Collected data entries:

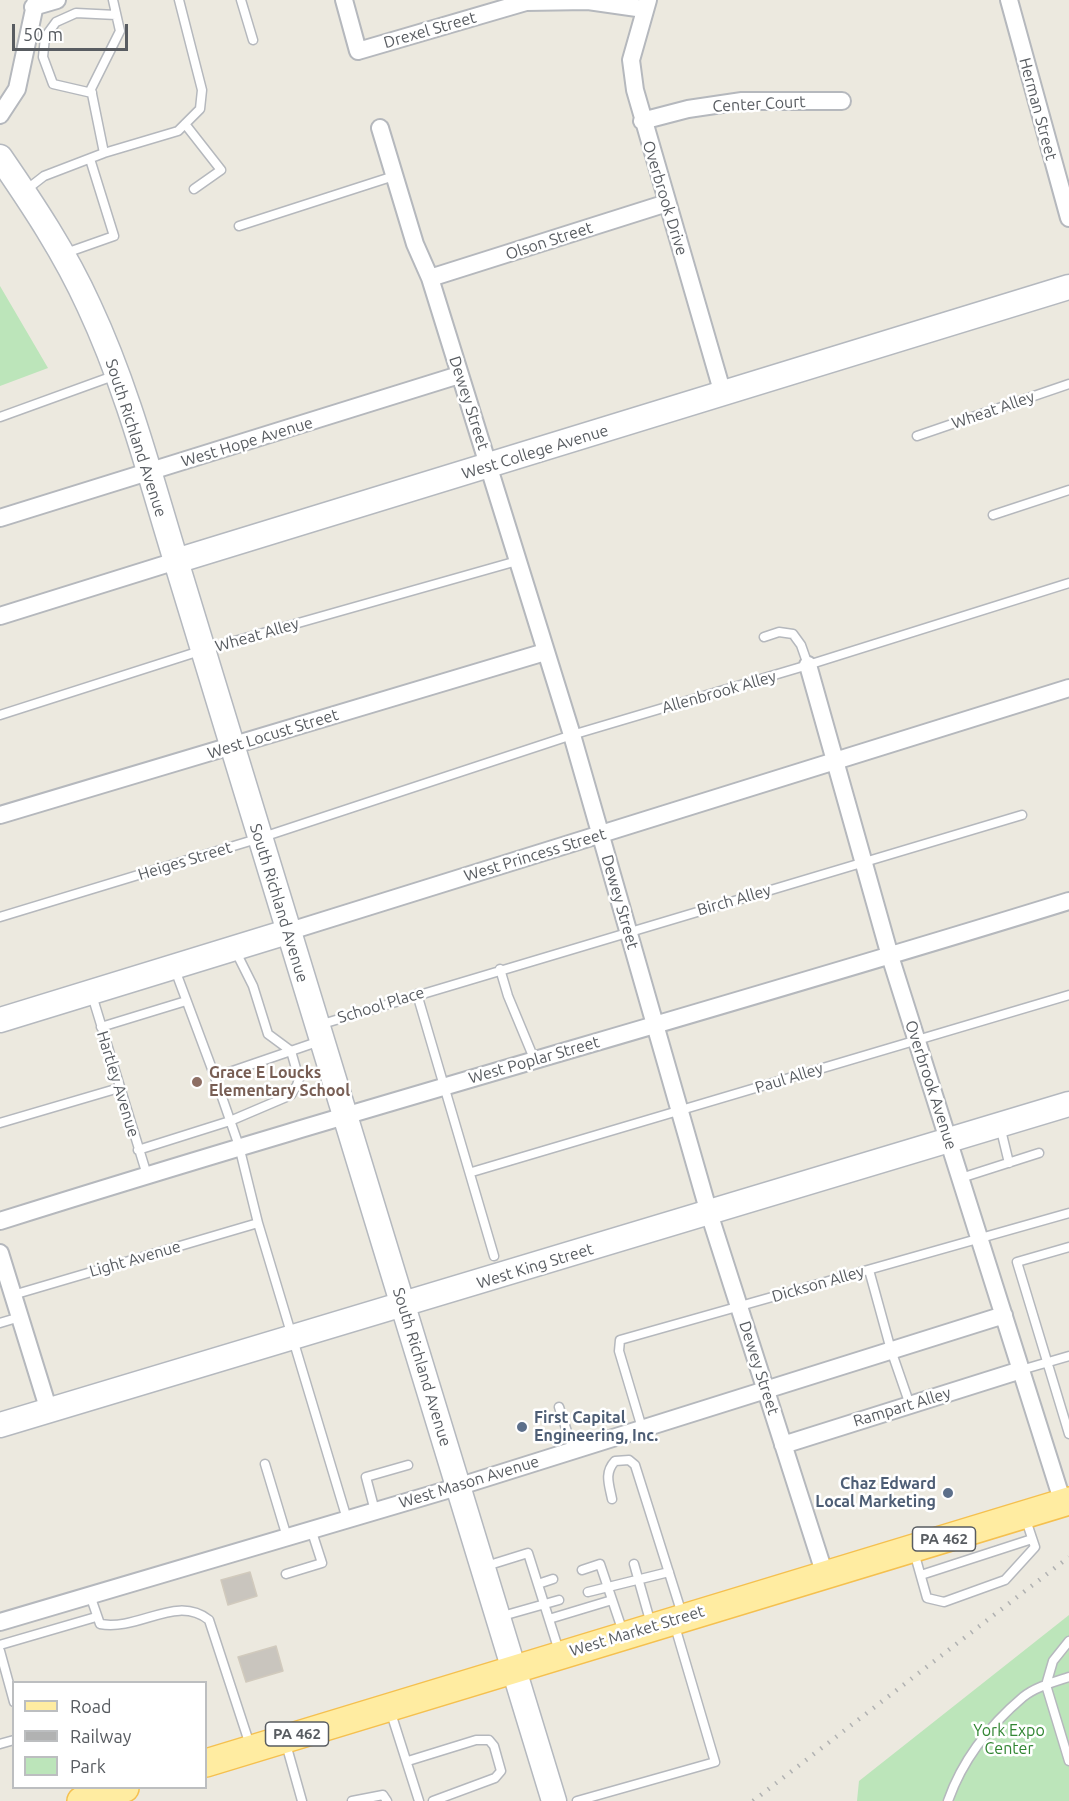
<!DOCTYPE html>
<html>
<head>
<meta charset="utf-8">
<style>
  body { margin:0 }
  #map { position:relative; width:1069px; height:1801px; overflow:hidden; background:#ece9df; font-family:Ubuntu,sans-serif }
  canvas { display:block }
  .legend { position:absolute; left:12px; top:1681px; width:195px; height:108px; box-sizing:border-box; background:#fff; border:2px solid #bcbec0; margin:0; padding:8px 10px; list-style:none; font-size:18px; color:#585c61 }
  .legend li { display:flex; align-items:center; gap:12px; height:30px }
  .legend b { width:30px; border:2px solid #bcbec0 }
  .scale { position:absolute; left:12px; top:24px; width:116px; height:27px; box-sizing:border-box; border:3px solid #585c61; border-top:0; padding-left:8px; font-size:18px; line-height:21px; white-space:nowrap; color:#585c61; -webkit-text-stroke:4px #fff; paint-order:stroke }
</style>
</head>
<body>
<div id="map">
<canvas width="1069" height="1801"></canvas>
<ul class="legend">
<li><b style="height:8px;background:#ffeca1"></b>Road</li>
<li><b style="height:8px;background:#b1b2b2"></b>Railway</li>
<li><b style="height:16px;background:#bce5ba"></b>Park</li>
</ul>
<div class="scale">50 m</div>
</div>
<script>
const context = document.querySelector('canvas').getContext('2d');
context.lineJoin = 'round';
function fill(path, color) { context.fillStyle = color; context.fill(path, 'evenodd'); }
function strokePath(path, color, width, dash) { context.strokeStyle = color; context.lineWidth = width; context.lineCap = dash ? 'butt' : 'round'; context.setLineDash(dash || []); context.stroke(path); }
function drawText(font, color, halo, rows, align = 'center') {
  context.font = font + ' Ubuntu,sans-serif'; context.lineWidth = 5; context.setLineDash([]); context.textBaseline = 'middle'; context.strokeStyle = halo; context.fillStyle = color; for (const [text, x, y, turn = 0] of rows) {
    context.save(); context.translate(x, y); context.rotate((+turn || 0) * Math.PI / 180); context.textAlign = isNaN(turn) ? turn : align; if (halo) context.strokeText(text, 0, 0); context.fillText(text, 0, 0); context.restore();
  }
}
fill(new Path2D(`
  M0,286L48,368L0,386Z
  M1069,1615V1801H857L859,1781Z`), '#bce5ba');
const building = new Path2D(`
  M250,1572L257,1596L228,1605L221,1580Z
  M276,1646L283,1671L246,1682L238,1657Z`);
fill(building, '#c9c5be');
strokePath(building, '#d1cabd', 1.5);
const lane = new Path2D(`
  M241,0L253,40
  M92,93L53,84L43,57L45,37L56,22L76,13L116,15
  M185,124L221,170L194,189
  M104,153L178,131L200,109L202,90L179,0
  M26,190L44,176L104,153L91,89L120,31L113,0
  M239,226L394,176
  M63,254L114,236L90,159
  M0,417L116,375
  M917,436L1069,384
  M993,515L1069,490
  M764,637L779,632L793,634L801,645L808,665
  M0,715L203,650L517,561
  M0,917L260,838L572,735L808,665L1069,583
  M174,967L215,1077
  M500,969L508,996L535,1061
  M91,992L147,1175
  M417,994L494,1256
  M319,1025L1022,815
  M101,1027L186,1001
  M320,1041L215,1077L239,1146L258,1223L347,1519
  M0,1123L119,1088
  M1000,1126L1009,1163
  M138,1150L230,1121L291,1095L297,1085L299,1079L291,1051L268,1034L253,986L235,950
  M472,1172L1069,995
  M961,1178L1039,1153
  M1069,1247L1017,1262L1069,1434
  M869,1270L891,1350L910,1405
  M13,1295L258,1223
  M0,1323L20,1317
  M1021,1370L1069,1356
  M559,1407L573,1450
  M642,1428L619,1351L620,1340L1069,1213
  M265,1464L287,1537
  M612,1499C609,1484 604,1473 615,1461L629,1460L635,1465L682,1614
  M375,1511L366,1477L408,1465
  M914,1552L927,1598L944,1602L1005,1580L1035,1547L1025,1517
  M634,1564L651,1624
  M483,1567L528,1553L559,1651
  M582,1570L600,1564L623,1632
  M286,1574L322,1563L311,1529
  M921,1575L1032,1539
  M538,1584L553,1579
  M588,1592L669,1572
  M90,1595L100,1624C140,1631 176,1594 209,1620L250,1745
  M499,1617L559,1600
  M549,1619L612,1600
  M1069,1641L1053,1661L1046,1685L1069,1761
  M0,1645L96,1617
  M0,1651L14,1702
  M390,1710L419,1801
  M0,1744L14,1740
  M286,1744L302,1801
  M408,1761L476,1740H489L494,1746L501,1771L495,1778L433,1801
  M352,1801L383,1795L387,1801
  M577,1801L715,1762L674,1623
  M948,1801C962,1761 990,1725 1023,1697C1035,1687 1054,1682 1069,1677`);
const street = new Path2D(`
  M344,0L358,51L526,2L588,1L644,9
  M648,0L631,60L635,90L723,394
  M1009,0L1069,218
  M33,7L57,0
  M0,115L17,89L36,0
  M642,121L688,109L742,101H842
  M380,128L415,244L430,278L572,735L709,1213L825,1575
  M430,278L667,203
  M0,518L459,375
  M0,616L176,561
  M808,665L890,956L1063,1503
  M0,815L545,652
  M287,932L1069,688
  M0,1221C355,1109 714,1011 1069,901
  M0,1253L49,1411
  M783,1445L1021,1370
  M0,1622L457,1487L1004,1315`);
const secondary = new Path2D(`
  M0,157C33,205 65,253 89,306C127,387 150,476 176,561L554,1801
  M176,561L1069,287
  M0,1020L287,932
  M0,1425L1069,1104`);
const primary = new Path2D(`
  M206,1763L1069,1501
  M81,1801L125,1788`);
strokePath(lane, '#b5b8bd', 11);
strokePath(street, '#b5b8bd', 20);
strokePath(secondary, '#b5b9bf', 27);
strokePath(primary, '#f5c04f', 30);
strokePath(lane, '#fff', 8);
strokePath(street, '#fff', 16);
strokePath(secondary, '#fff', 24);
strokePath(primary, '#ffeca1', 27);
strokePath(new Path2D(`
  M753,1801L1069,1557`), '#b1b2b2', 4.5, [1.5, 8]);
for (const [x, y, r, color] of [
  [197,1082,6,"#8d6e63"],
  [522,1427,6,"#5c6f8a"],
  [948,1493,6,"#5c6f8a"]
]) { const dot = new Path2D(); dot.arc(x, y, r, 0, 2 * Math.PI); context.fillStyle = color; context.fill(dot); strokePath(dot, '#fff', 2); }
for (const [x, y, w] of [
  [944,1539,63],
  [297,1734,63]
]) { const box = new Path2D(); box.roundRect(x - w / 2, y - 12, w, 24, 4.5); context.fillStyle = '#fff'; context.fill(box); strokePath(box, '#585c61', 1.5); }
drawText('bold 15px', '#585c61', null, [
  ["PA 462",944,1539],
  ["PA 462",297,1734]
]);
drawText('16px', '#585c61', '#fff', [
  ["Drexel Street",430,30,-16],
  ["Center Court",759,104,-3],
  ["Herman Street",1038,109,75],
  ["Overbrook Drive",665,198,73],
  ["Olson Street",549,241,-18],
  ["Dewey Street",469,403,72],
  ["Wheat Alley",993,410,-19],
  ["South Richland Avenue",136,438,72],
  ["West Hope Avenue",247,442,-17],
  ["West College Avenue",535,452,-17],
  ["Wheat Alley",257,635,-16],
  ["Allenbrook Alley",719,692,-16],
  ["West Locust Street",273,734,-17],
  ["West Princess Street",535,855,-17],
  ["Heiges Street",185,861,-17],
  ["Birch Alley",734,900,-16],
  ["Dewey Street",620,902,74],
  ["South Richland Avenue",279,903,73],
  ["School Place",381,1005,-17],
  ["West Poplar Street",534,1060,-16],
  ["Paul Alley",789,1078,-17],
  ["Hartley Avenue",118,1084,73],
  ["Overbrook Avenue",931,1085,72],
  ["Light Avenue",135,1259,-16],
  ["West King Street",535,1266,-17],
  ["Dickson Alley",818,1284,-16],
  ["South Richland Avenue",422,1367,73],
  ["Dewey Street",759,1368,72],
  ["Rampart Alley",902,1407,-17],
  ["West Mason Avenue",469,1482,-17],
  ["West Market Street",637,1631,-17]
]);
drawText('bold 16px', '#785e54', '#fff', [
  ["Grace E Loucks",209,1073],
  ["Elementary School",209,1091]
], 'left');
drawText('bold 16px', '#4e5e75', '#fff', [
  ["First Capital",534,1418],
  ["Engineering, Inc.",534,1436],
  ["Chaz Edward",936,1484,"right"],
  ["Local Marketing",936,1502,"right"]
], 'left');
drawText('16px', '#328633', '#fff', [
  ["York Expo",1009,1731],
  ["Center",1009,1749]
]);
</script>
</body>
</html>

EXERCISE INSTRUCTIONS: If a line in the records holds the string "lineWidth", copy it.

SOLUTION:
function strokePath(path, color, width, dash) { context.strokeStyle = color; context.lineWidth = width; context.lineCap = dash ? 'butt' : 'round'; context.setLineDash(dash || []); context.stroke(path); }
  context.font = font + ' Ubuntu,sans-serif'; context.lineWidth = 5; context.setLineDash([]); context.textBaseline = 'middle'; context.strokeStyle = halo; context.fillStyle = color; for (const [text, x, y, turn = 0] of rows) {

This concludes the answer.